Where, on Jan.23, 2002, the Supreme Judicial Court issued its decision in the case of Drywall Systems v. ZVI Construction Company, 435 Mass. 664 (2002), I find that the just mentioned decision compels the present court to vacate most of an Oct. 4, 2002 endorsement but not the endorsed result.
“The award of fees pursuant to G.L.c. 151B, §9, is a proper subject for arbitration despite the strictures of G.L.c. 251, §10….
The arbitrator declined to award fees on his belief that G.L.c. 251, §10, barred him from doing so. The plaintiff failed to seek a timely modification of the arbitrator's award per G.L.c. 251, §§12, 13. Drywall was decided on January 23, 2002. The award is dated June 10, 2002. On August 19, 2002, the plaintiff filed her motion for attorney's fees wherein she asked the court, not the arbitrator, to set the fees. The court cannot address the propriety of the arbitrator's decision outside the time limitation imposed by chapter 251….
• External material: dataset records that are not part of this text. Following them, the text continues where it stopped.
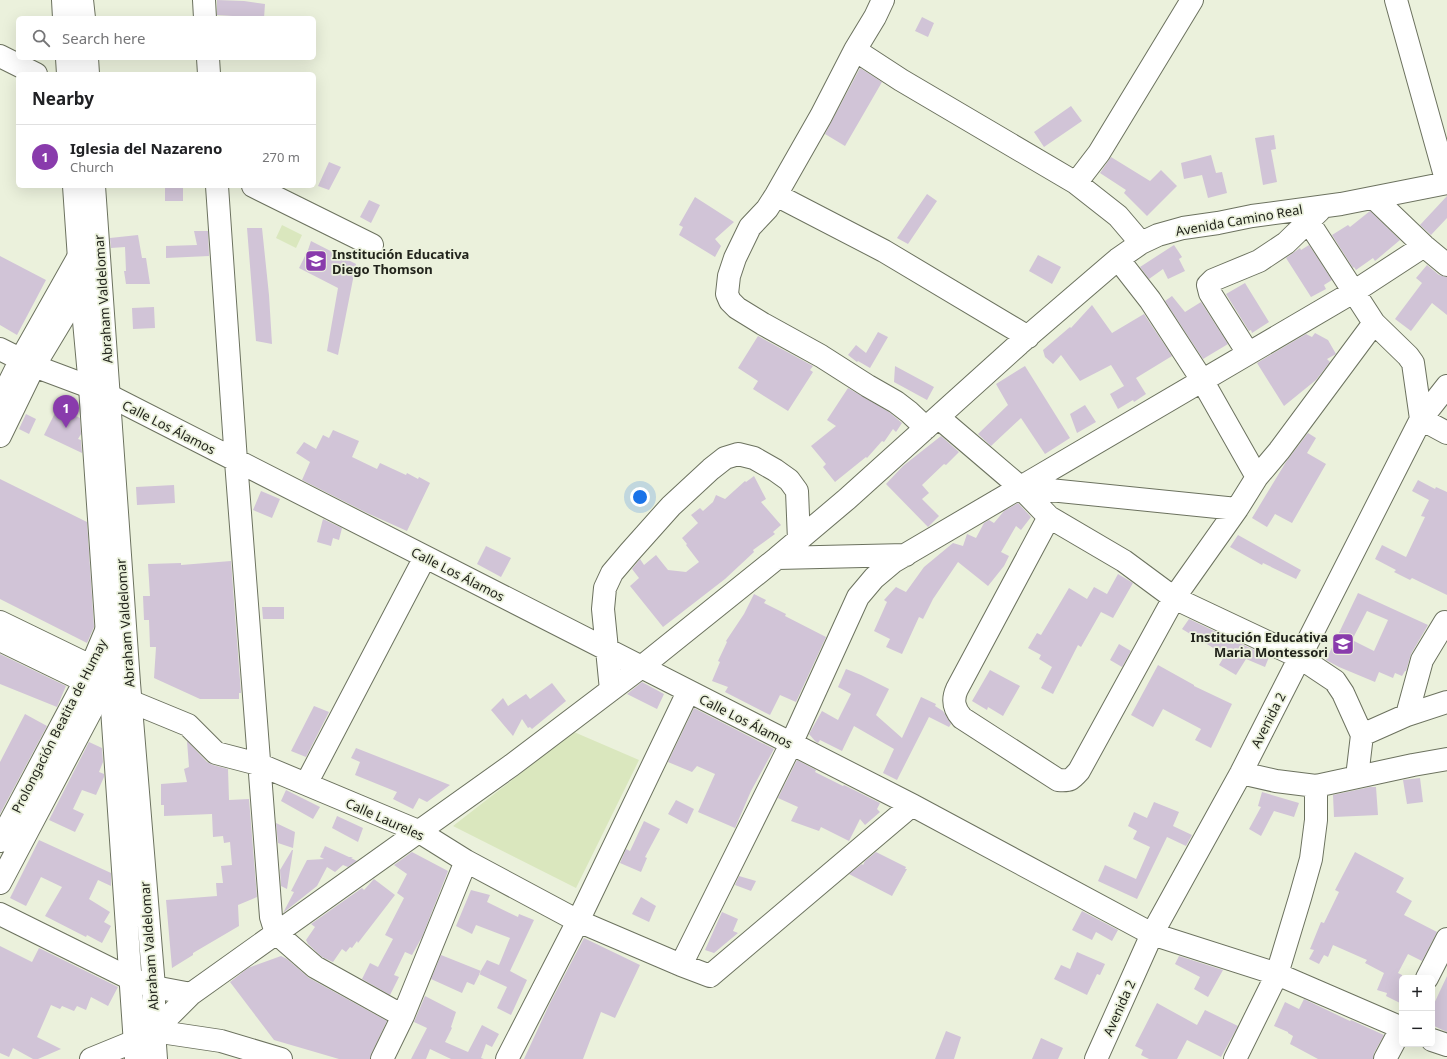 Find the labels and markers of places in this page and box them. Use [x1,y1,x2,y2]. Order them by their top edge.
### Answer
place label: Institución Educativa Diego Thomson [332,245,469,278]
school or university icon: Institución Educativa Diego Thomson [303,248,329,274]
pin: 1 [53,395,79,428]
place label: Institución Educativa Maria Montessori [1191,628,1328,661]
school or university icon: Institución Educativa Maria Montessori [1330,631,1356,657]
LaRoche is a unique case wherein legal fees were assessed on a discovery dispute. The dispute arose while the case was pending in the Superior Court. After discovery, the parties entered into binding arbitration. The appellate court held that the pre-arbitration fees were to be set by the Superior Court, not by arbitration. While the LaRoche decision is instructive, it does not control the case at hand.
[Plaintiff Mary Lyn] Senna and [defendant] Professional Food Service [Management, Inc.] agreed ‘to submit the above-captioned matter' to arbitration. There is no further definition of the scope of the claim within the JAMS Agreement to Arbitrate. Rule 7(a) of the JAMS Streamlined Arbitration Rules and Procedures provides that the pleadings as filed in court constitute notice of the claims being pressed by each party Senna's claim for attorney's fees appears throughout her pleadings. She presented or attempted to present, the issue to the arbitrator. Clearly, the plaintiff committed the issue of her legal fees to arbitration. Fees under G.L.c. 151B, §9, is generally calculated on a lodestar basis…. The reasonableness of the fee ‘is largely discretionary with the judge.' … In this context, the fee for the entire course of proceedings should have been determined by the arbitrator, the person with the best vantage point for making the discretionary call.
For the above-stated reasons, it is ordered that those portions of the endorsement of the court dated October 4, 2002, that are inconsistent with today's decision be vacated, but that reconsideration of the order dated October 4, 2002, denying the plaintiff's Motion for Attorney's Fees, Interest, and Costs be denied.
Senna v. Professional Food Service Management, Inc (Lawyers Weekly No. 12-01903) (3 pages) (Nickerson, J.) (Plymouth Superior Court) Lisa M. MacKenzie for the plaintiff; David S. Katz for the defendant (Civil Action No. 99-949B).